Saved entries:
──────────

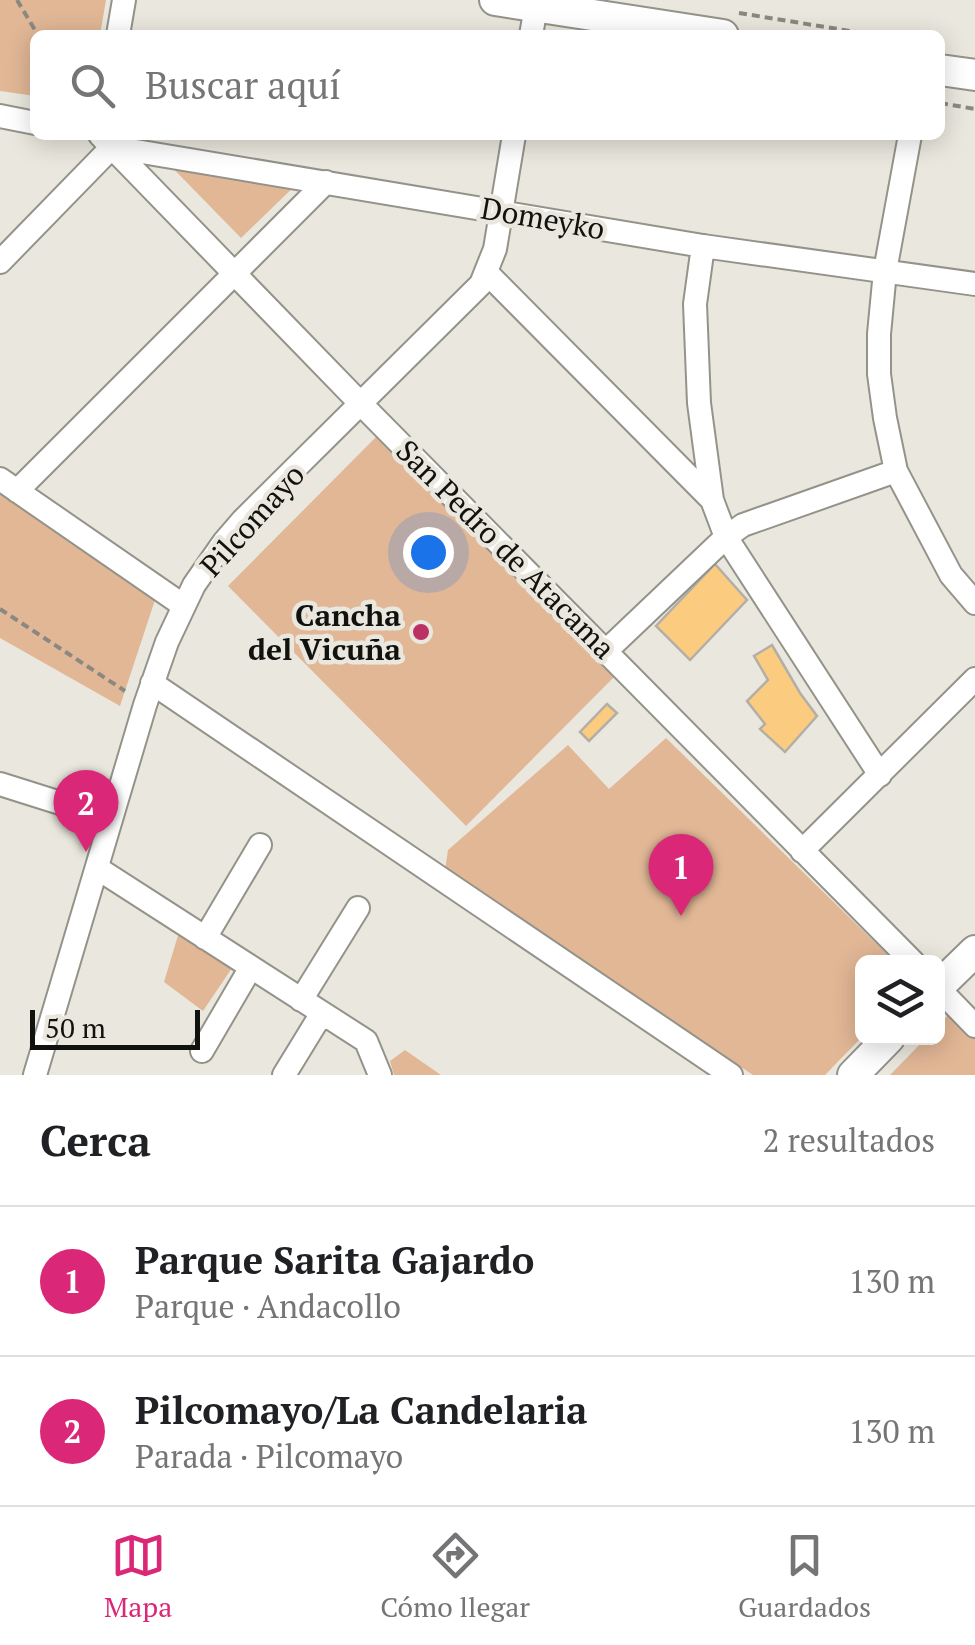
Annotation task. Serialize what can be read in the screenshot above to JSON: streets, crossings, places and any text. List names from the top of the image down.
{
  "streets": {
    "street": ["Domeyko", "Pilcomayo", "San Pedro de Atacama"]
  },
  "crossings": [
    ["Domeyko", "Pilcomayo"],
    ["Domeyko", "San Pedro de Atacama"],
    ["Pilcomayo", "San Pedro de Atacama"]
  ],
  "places": ["Cancha del Vicuña"],
  "scale_bar": "50 m",
  "page": {
    "search": "Buscar aquí",
    "pins": ["2", "1"],
    "scale": "50 m",
    "heading": ["Cerca", "2 resultados"],
    "list": [
      {
        "mark": "1",
        "name": "Parque Sarita Gajardo",
        "note": "Parque · Andacollo",
        "value": "130 m"
      },
      {
        "mark": "2",
        "name": "Pilcomayo/La Candelaria",
        "note": "Parada · Pilcomayo",
        "value": "130 m"
      }
    ],
    "nav": ["Mapa", "Cómo llegar", "Guardados"]
  }
}
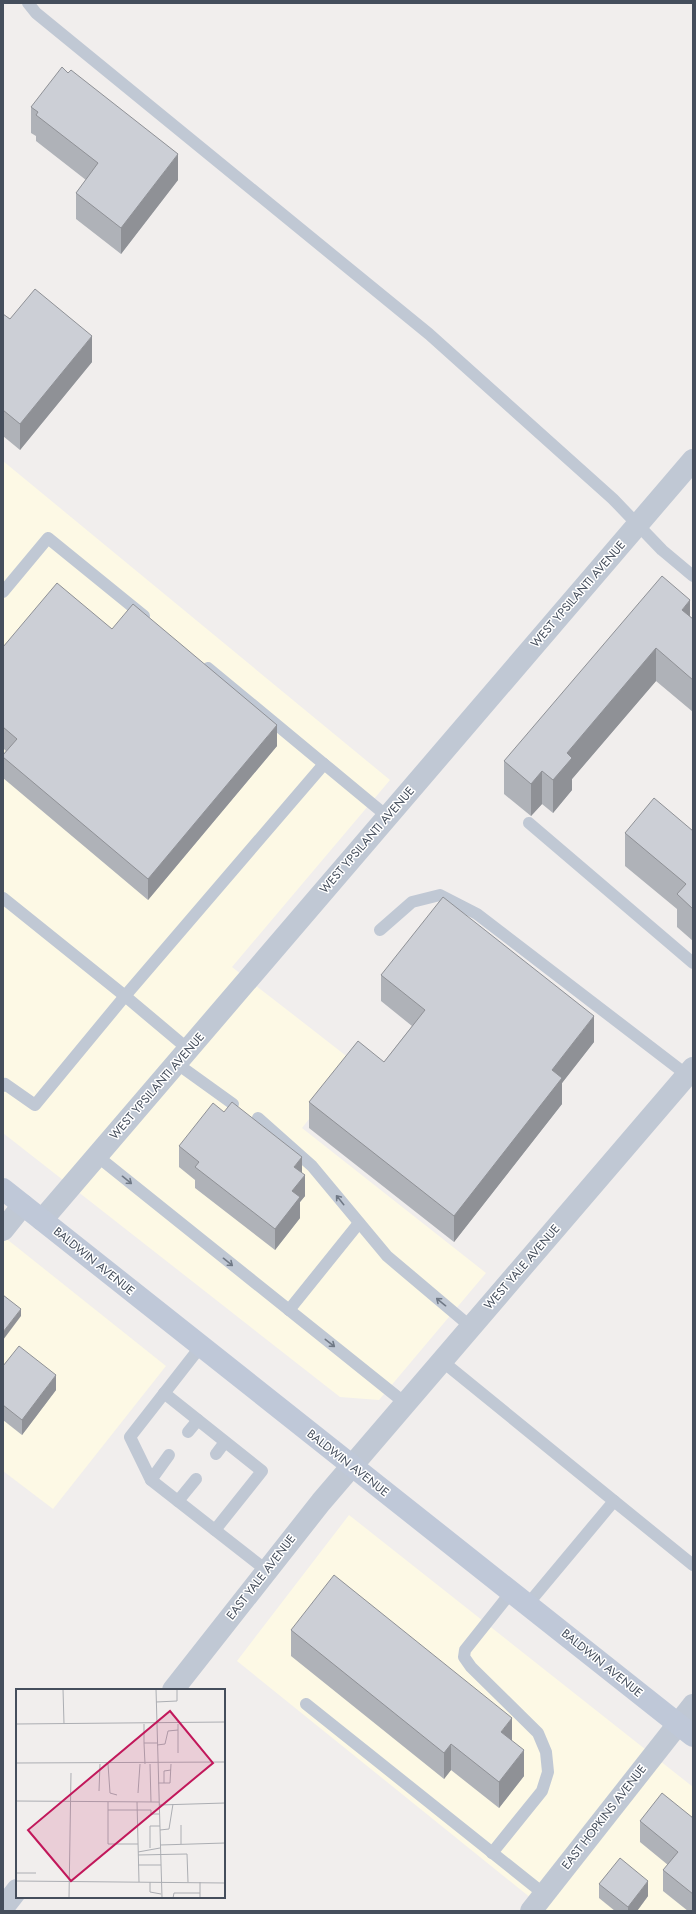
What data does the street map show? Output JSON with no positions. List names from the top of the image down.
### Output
{
  "streets": {
    "main road": ["BALDWIN AVENUE"],
    "street": [
      "WEST YPSILANTI AVENUE",
      "WEST YALE AVENUE",
      "EAST YALE AVENUE",
      "EAST HOPKINS AVENUE"
    ]
  },
  "crossings": [
    ["WEST YPSILANTI AVENUE", "BALDWIN AVENUE"],
    ["BALDWIN AVENUE", "WEST YALE AVENUE"],
    ["BALDWIN AVENUE", "EAST YALE AVENUE"],
    ["BALDWIN AVENUE", "EAST HOPKINS AVENUE"],
    ["WEST YALE AVENUE", "EAST YALE AVENUE"]
  ]
}
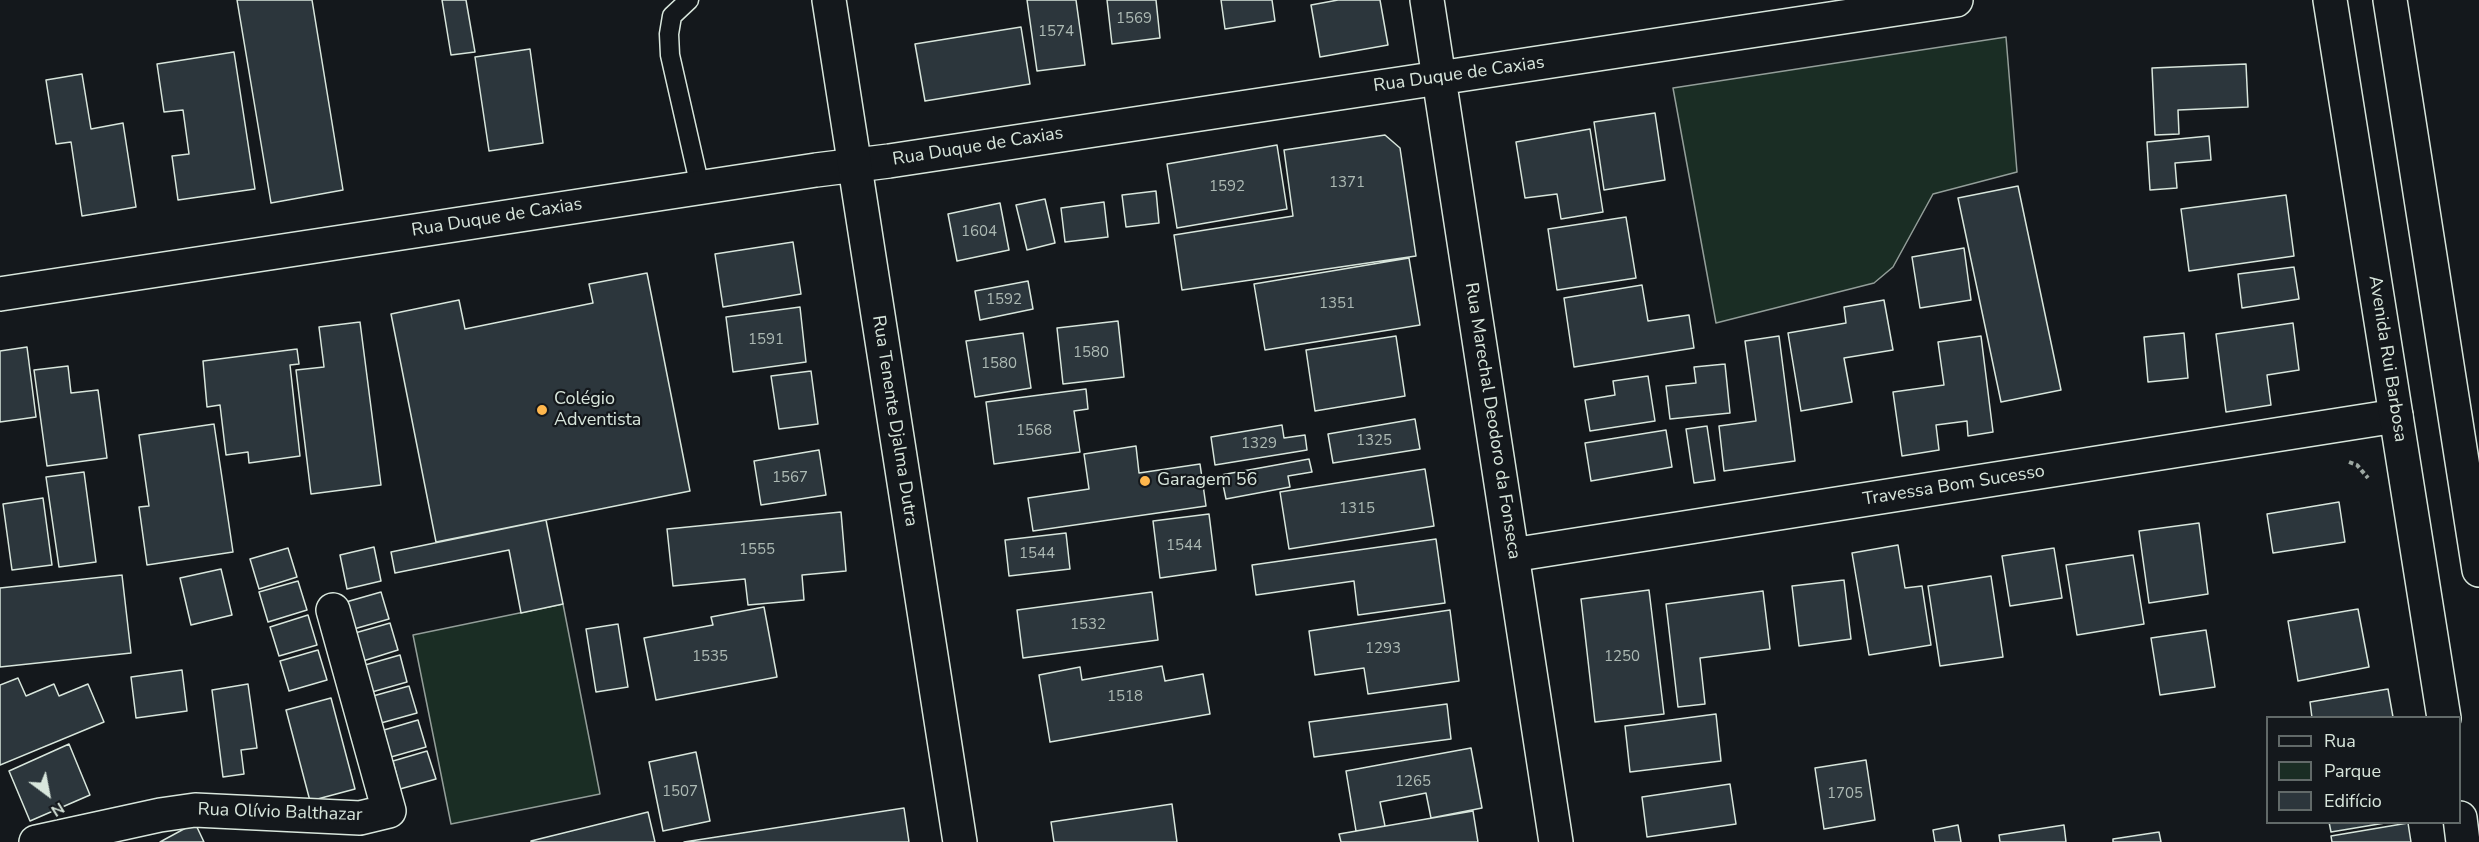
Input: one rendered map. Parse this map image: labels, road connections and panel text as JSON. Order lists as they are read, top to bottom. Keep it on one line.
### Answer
{"streets":{"street":["Rua Duque de Caxias","Avenida Rui Barbosa","Rua Tenente Djalma Dutra","Rua Marechal Deodoro da Fonseca","Travessa Bom Sucesso","Rua Olívio Balthazar"]},"crossings":[["Rua Duque de Caxias","Rua Tenente Djalma Dutra"],["Rua Duque de Caxias","Rua Marechal Deodoro da Fonseca"],["Avenida Rui Barbosa","Travessa Bom Sucesso"],["Rua Marechal Deodoro da Fonseca","Travessa Bom Sucesso"]],"places":["Colégio Adventista","Garagem 56"],"house_numbers":["1569","1574","1371","1592","1604","1592","1351","1591","1580","1580","1568","1325","1329","1567","1315","1544","1555","1544","1532","1293","1535","1250","1518","1265","1507","1705"],"legend":["Rua","Parque","Edifício"],"north":"bottom right"}
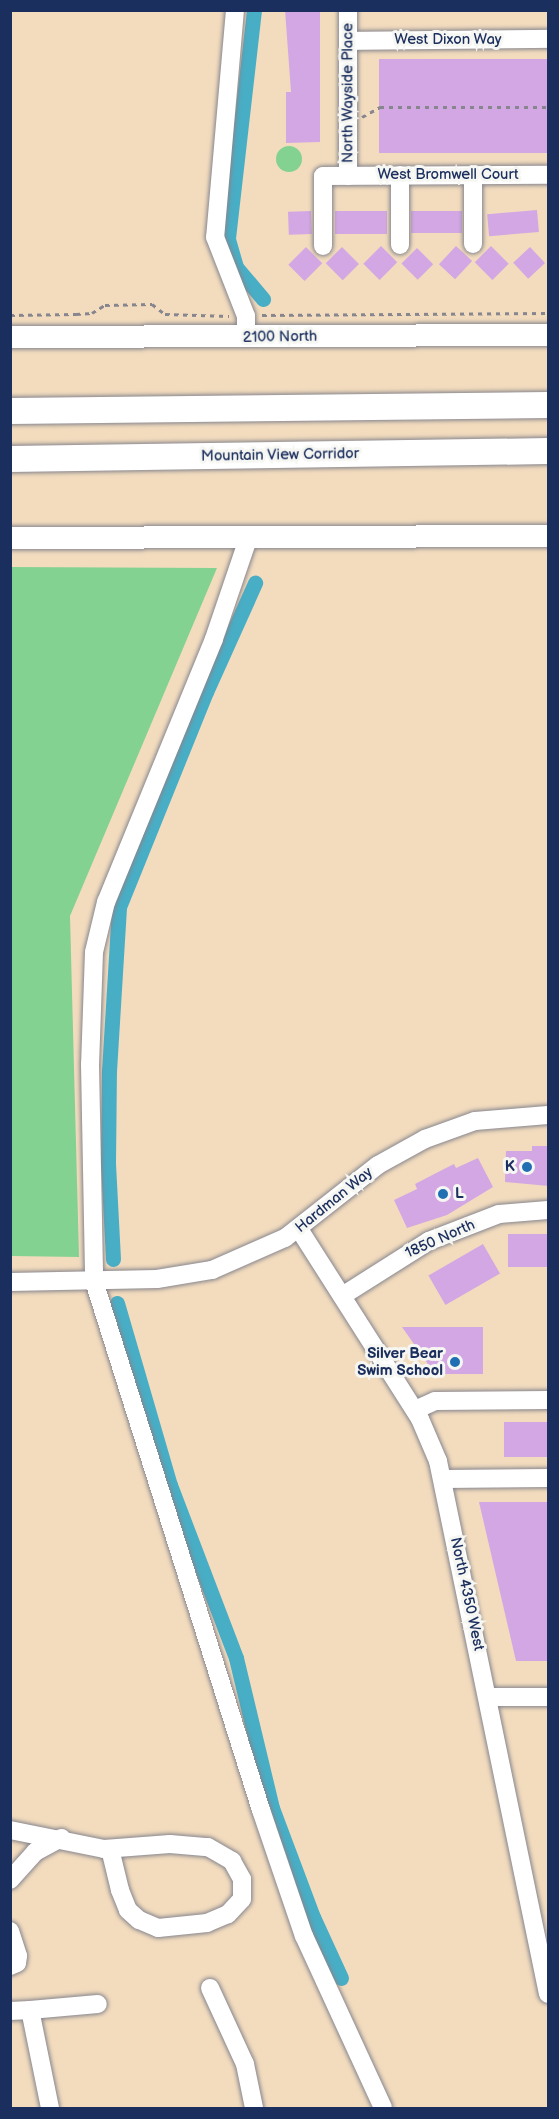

──────────

ACTION ITEM: With the pictures omitted, reproduce the data above exactly.

WRITTEN SOLUTION:
Annotation task. Serialize what can be read in the screenshot above to JSON: streets, crossings, places and any text. List names from the top of the image down.
{
  "streets": {
    "street": ["Domeyko", "Pilcomayo", "San Pedro de Atacama"]
  },
  "crossings": [
    ["Domeyko", "Pilcomayo"],
    ["Domeyko", "San Pedro de Atacama"],
    ["Pilcomayo", "San Pedro de Atacama"]
  ],
  "places": ["Cancha del Vicuña"],
  "scale_bar": "50 m",
  "page": {
    "search": "Buscar aquí",
    "pins": ["2", "1"],
    "scale": "50 m",
    "heading": ["Cerca", "2 resultados"],
    "list": [
      {
        "mark": "1",
        "name": "Parque Sarita Gajardo",
        "note": "Parque · Andacollo",
        "value": "130 m"
      },
      {
        "mark": "2",
        "name": "Pilcomayo/La Candelaria",
        "note": "Parada · Pilcomayo",
        "value": "130 m"
      }
    ],
    "nav": ["Mapa", "Cómo llegar", "Guardados"]
  }
}
What data does the street map show? Output JSON with no positions. List names from the top of the image down.
### Output
{
  "streets": {
    "main road": ["BALDWIN AVENUE"],
    "street": [
      "WEST YPSILANTI AVENUE",
      "WEST YALE AVENUE",
      "EAST YALE AVENUE",
      "EAST HOPKINS AVENUE"
    ]
  },
  "crossings": [
    ["WEST YPSILANTI AVENUE", "BALDWIN AVENUE"],
    ["BALDWIN AVENUE", "WEST YALE AVENUE"],
    ["BALDWIN AVENUE", "EAST YALE AVENUE"],
    ["BALDWIN AVENUE", "EAST HOPKINS AVENUE"],
    ["WEST YALE AVENUE", "EAST YALE AVENUE"]
  ]
}
Input: one rendered map. Parse this map image: labels, road connections and panel text as JSON. Order lists as they are read, top to bottom. Keep it on one line.
### Answer
{"streets":{"street":["Rua Duque de Caxias","Avenida Rui Barbosa","Rua Tenente Djalma Dutra","Rua Marechal Deodoro da Fonseca","Travessa Bom Sucesso","Rua Olívio Balthazar"]},"crossings":[["Rua Duque de Caxias","Rua Tenente Djalma Dutra"],["Rua Duque de Caxias","Rua Marechal Deodoro da Fonseca"],["Avenida Rui Barbosa","Travessa Bom Sucesso"],["Rua Marechal Deodoro da Fonseca","Travessa Bom Sucesso"]],"places":["Colégio Adventista","Garagem 56"],"house_numbers":["1569","1574","1371","1592","1604","1592","1351","1591","1580","1580","1568","1325","1329","1567","1315","1544","1555","1544","1532","1293","1535","1250","1518","1265","1507","1705"],"legend":["Rua","Parque","Edifício"],"north":"bottom right"}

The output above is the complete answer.